The Kenyan Cabinet is over the next two months expected to make a monumental decision over lifting of a ban on genetically modified organisms.
Despite prolonged procrastination on the divisive technology, finally looks likely. The Cabinet is to decide on whether Kenya would lift the ban that was imposed in 2012 and which was informed by a controversial study that alleged GMOs cause cancer.
Kenya’s move will be closely watched by other East Africa countries including Uganda and Tanzania where research and contained trials of GM crops are ongoing.
The study, dubbed The Seralini Paper after its lead author Gilles-Eric Séralini, linked GMO maize to the development of tumours and other severe disease in rats, risks that could also, manifest in human beings.
One of the studies, the G-TwYST (GM Plant Two Year Safety Testing), has discredited the Seralini Paper with the conclusion that glyphosate did not show any genotoxic potential and there was no evidence of carcinogenicity in laboratory rats or mice.
“It was concluded that there were no adverse effects related to the administration of the GM maize NK603 cultivated with or without Roundup,” the report states.
The EU was prompted to carry out the studies considering the bloc is a major importer of GM products particularly maize and soybeans from South American countries.
To date, the European Commission has approved the import of 19 GM products in addition to 58 others that can be sold in the bloc.
According to Prof Dorington Ogoyi, National Biosafety Authority chief executive, Kenya is using the findings of the studies to build a case for lifting the ban to allow the country benefit from GMO technology and also allow the importation of GM foodstuffs.
“We have a strong case for lifting of the ban and besides what we are doing locally we hope the Cabinet will take into account what is happening on the global arena,” he told The EastAfrican.
He added that Kenya has enacted watertight regulations and mechanisms to ensure safety to human and animal health and also to the environment.
However, some NGOs have opposed the campaign to lift the ban on the basis that Kenya does not conclusively understand the dangers of GMOs and that lifting the ban could open the country to potential risks.
Despite the opposition, NBA contends that GMO crops have the ability to ensure the country achieves food security and to play a central role in the revival of the textile industry.
Kenya is in the process of carrying out national performance trials for Bt maize, which has been engineered with reduced levels of insect manifestation, meaning that indirectly farmers will use fewer inputs.
Apart from maize, other food crops going through confined field trials are cassava, which has been engineered against viruses, sweet potato against bacteria and sorghum for enhancement of nutrition.
The Maize Industry Task Force in its report also recommended the adoption of GMO maize to enable Kenya increase production, thus solving the persistence national maize deficit that stands at eight to 10 million bags annually.
Moreover, lifting of the ban will enable Kenya import cheap maize from countries like Brazil and South Africa to cover domestic shortfalls.
Of importance is that imported GMO food will be clearly labelled to distinguish it from organic food crops and will have a barcode with information including provisions for traceability.
Apart from maize, Kenya has made significant progress on Bt cotton having completed the first national performance trials and it is carrying out second trials in various parts of the country.
Results from the first trials show the Bt cotton (genetically modified pest-resistant cotton variety, which produces an insecticide to bollworm) performed well in terms of insect resistance while its quality was way above the conventional varieties.

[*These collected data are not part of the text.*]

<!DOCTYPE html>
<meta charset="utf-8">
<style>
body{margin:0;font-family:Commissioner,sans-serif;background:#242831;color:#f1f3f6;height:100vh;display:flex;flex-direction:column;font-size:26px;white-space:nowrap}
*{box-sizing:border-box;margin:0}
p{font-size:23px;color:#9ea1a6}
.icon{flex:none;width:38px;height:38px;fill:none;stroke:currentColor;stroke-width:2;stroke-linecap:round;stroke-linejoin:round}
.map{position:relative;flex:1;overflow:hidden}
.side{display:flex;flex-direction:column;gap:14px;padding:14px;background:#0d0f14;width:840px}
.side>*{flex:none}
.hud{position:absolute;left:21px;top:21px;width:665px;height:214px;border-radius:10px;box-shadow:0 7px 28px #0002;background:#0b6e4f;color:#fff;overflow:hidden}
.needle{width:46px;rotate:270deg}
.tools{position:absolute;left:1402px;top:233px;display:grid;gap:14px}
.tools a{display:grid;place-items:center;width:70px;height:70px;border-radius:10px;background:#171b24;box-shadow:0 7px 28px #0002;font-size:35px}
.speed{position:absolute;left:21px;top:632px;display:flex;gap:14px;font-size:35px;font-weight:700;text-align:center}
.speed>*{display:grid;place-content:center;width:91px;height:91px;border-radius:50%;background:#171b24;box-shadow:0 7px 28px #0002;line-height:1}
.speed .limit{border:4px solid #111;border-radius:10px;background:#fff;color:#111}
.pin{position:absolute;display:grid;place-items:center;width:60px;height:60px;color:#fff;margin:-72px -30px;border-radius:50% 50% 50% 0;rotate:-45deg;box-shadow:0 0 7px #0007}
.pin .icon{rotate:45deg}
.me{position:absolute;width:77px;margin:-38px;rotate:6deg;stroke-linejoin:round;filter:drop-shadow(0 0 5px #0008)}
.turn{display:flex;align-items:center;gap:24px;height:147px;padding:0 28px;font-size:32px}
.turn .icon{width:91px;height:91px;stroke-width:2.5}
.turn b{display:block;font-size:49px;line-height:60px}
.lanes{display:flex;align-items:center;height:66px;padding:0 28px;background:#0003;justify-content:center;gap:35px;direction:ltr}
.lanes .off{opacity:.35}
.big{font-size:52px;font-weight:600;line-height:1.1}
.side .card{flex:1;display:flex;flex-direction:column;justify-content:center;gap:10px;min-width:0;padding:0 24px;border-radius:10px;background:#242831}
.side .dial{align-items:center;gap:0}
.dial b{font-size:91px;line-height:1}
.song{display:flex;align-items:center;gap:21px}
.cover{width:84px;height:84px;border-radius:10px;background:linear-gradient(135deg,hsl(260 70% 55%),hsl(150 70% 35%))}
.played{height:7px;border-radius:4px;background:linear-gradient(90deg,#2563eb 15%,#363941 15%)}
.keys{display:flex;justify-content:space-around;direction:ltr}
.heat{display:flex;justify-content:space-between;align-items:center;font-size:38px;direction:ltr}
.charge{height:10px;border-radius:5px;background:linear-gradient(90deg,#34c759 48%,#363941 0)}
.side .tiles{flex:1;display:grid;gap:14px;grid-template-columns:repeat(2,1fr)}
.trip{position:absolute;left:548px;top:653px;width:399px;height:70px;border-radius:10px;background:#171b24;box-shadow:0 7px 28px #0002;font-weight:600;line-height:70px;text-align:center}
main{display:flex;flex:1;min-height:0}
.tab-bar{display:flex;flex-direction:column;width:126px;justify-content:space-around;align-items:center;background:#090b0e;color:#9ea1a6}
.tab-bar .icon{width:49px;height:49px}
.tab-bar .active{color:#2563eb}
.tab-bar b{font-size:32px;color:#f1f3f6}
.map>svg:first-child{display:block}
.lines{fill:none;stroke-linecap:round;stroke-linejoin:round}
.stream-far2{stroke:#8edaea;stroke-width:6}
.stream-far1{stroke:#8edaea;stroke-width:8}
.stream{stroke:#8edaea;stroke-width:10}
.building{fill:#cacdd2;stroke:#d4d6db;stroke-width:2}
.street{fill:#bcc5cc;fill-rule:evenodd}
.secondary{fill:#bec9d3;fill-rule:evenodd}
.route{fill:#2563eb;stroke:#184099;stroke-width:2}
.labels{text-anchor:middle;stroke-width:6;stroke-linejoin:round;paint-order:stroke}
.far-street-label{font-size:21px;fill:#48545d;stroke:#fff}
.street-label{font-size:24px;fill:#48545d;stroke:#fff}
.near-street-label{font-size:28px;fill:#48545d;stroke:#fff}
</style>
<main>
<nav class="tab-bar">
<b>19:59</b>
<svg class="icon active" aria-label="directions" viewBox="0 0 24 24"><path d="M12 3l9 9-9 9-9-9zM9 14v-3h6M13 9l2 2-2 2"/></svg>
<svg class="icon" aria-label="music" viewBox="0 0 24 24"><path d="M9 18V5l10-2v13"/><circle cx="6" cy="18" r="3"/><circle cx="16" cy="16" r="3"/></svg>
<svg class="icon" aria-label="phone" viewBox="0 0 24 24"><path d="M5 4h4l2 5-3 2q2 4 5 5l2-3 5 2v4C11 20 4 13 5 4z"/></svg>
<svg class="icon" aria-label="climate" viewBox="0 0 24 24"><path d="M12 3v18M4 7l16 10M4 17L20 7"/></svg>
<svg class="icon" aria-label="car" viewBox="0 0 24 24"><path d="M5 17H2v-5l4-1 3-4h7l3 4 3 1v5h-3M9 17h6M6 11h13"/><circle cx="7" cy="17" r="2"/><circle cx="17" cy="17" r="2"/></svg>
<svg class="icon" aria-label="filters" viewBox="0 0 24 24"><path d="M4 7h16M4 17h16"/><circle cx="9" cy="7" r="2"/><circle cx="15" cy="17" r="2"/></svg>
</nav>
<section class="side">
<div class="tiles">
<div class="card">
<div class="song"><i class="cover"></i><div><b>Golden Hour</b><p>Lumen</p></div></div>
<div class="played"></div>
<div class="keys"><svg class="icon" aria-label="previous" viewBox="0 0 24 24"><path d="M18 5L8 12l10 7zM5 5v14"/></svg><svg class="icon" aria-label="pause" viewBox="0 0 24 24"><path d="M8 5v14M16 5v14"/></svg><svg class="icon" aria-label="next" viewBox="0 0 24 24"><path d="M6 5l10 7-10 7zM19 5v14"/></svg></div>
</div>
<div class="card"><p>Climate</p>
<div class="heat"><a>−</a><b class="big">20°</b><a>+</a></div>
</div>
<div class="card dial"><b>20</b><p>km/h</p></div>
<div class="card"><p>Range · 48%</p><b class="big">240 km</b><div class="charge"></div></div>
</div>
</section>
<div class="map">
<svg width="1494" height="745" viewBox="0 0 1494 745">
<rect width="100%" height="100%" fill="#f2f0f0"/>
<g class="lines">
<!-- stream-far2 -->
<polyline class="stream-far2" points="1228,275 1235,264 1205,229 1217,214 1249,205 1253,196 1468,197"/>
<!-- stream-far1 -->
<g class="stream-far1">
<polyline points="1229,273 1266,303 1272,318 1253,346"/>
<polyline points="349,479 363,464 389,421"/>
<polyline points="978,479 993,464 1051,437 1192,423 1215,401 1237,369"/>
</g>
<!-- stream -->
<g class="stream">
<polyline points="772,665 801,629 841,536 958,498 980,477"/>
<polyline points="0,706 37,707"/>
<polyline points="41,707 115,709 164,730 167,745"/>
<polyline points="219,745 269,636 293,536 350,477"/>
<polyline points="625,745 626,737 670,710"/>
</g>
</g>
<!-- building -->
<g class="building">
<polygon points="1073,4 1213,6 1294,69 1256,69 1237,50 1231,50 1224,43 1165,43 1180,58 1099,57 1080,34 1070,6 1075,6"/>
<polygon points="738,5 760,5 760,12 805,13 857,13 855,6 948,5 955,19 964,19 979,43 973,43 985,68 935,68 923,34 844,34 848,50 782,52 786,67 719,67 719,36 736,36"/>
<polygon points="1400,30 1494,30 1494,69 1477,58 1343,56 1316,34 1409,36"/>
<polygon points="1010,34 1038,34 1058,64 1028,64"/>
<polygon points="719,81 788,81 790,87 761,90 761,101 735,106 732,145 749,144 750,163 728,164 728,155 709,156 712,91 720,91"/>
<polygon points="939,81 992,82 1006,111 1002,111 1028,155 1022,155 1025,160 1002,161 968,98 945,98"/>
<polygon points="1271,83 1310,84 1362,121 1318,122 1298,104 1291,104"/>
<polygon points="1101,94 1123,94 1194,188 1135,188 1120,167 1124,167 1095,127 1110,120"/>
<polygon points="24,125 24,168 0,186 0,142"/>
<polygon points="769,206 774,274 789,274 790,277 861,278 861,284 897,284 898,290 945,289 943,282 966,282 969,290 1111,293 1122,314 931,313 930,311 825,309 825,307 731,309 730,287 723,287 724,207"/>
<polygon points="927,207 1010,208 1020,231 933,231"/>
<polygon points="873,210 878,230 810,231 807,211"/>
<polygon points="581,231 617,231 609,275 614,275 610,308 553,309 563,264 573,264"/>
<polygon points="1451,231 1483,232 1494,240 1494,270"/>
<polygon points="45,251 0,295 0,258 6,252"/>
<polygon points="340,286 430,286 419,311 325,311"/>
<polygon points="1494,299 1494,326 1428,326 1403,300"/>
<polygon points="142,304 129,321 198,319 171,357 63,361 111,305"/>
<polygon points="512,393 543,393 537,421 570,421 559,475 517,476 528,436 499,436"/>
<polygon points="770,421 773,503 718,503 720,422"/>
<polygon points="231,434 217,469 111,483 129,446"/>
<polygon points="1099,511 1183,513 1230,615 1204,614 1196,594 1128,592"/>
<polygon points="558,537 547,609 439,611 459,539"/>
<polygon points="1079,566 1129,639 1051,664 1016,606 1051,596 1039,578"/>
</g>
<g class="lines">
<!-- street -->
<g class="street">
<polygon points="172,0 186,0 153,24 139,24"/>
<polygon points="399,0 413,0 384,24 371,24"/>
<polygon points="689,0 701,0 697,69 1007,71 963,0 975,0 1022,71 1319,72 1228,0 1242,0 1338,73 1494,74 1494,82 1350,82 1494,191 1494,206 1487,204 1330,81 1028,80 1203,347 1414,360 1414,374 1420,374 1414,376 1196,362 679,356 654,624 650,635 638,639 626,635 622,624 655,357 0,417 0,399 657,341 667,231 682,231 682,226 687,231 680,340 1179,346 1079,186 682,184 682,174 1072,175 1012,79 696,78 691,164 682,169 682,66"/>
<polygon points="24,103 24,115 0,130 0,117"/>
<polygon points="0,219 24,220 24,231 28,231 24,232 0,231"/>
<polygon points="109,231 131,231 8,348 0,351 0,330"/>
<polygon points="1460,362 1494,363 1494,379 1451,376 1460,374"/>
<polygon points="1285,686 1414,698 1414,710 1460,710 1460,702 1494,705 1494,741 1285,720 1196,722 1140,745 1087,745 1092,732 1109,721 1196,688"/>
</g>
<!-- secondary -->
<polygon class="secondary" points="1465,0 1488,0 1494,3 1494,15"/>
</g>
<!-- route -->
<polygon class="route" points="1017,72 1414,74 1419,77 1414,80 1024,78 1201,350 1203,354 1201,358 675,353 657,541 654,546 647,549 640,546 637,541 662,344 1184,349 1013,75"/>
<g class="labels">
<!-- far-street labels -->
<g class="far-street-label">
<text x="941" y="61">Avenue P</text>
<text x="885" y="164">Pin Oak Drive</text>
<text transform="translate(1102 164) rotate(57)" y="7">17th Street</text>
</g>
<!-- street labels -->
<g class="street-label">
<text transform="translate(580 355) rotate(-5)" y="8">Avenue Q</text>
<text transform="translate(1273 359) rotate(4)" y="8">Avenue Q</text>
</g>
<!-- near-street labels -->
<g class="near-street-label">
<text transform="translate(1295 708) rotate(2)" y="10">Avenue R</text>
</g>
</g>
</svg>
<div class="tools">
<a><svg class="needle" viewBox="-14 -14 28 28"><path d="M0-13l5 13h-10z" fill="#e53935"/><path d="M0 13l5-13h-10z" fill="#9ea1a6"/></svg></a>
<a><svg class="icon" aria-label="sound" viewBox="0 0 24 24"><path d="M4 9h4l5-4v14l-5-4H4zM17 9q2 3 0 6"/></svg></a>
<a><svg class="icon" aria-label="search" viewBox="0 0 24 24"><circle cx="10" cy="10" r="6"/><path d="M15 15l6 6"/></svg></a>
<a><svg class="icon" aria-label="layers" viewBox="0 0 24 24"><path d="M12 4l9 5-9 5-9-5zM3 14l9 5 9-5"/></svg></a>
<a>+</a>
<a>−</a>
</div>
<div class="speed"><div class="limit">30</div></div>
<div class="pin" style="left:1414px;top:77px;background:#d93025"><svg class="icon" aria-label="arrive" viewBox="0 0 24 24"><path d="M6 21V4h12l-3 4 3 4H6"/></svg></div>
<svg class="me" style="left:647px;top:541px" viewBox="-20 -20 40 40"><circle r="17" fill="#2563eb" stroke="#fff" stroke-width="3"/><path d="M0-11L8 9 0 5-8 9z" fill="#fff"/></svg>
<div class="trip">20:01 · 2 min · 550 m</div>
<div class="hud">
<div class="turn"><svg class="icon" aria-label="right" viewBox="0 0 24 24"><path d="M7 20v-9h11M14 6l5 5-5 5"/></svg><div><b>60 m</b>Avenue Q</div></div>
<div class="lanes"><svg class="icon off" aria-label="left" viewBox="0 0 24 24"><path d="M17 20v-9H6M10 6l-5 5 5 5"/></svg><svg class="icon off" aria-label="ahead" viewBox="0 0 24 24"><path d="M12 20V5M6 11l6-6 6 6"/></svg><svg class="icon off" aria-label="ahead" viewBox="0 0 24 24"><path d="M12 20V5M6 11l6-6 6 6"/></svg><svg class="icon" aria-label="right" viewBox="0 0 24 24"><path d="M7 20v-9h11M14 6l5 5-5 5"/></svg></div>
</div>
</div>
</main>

The government hopes this will transform manufacturing, particularly the textiles and apparel sector largely on the industry, with BT cotton being the common denominator.
Kenya projects that successful commercialisation of Bt cotton is key in increasing revenue from the textile and apparels industry from $350 million to $2 billion, creating 500,000 cotton jobs and 100,000 new apparel jobs by 2022.
“There is a concerted drive to ensure the manufacturing sector is revived and Bt cotton is a big component in the textile industry,” noted Prof Ogoyi.
Currently, only two countries in Africa allow for commercial cultivation of GM crops.
The two, South Africa and Sudan, have a total of 2.8 million hectares under GM crops according to data of the International Service for the Acquisition of Agri-Biotech Applications.
Though South Africa allows GM food crops in the form of biotech maize which account for between 70 and 80 per cent of maize consumed in the country, and soybeans besides cotton, Sudan allows only biotech cotton.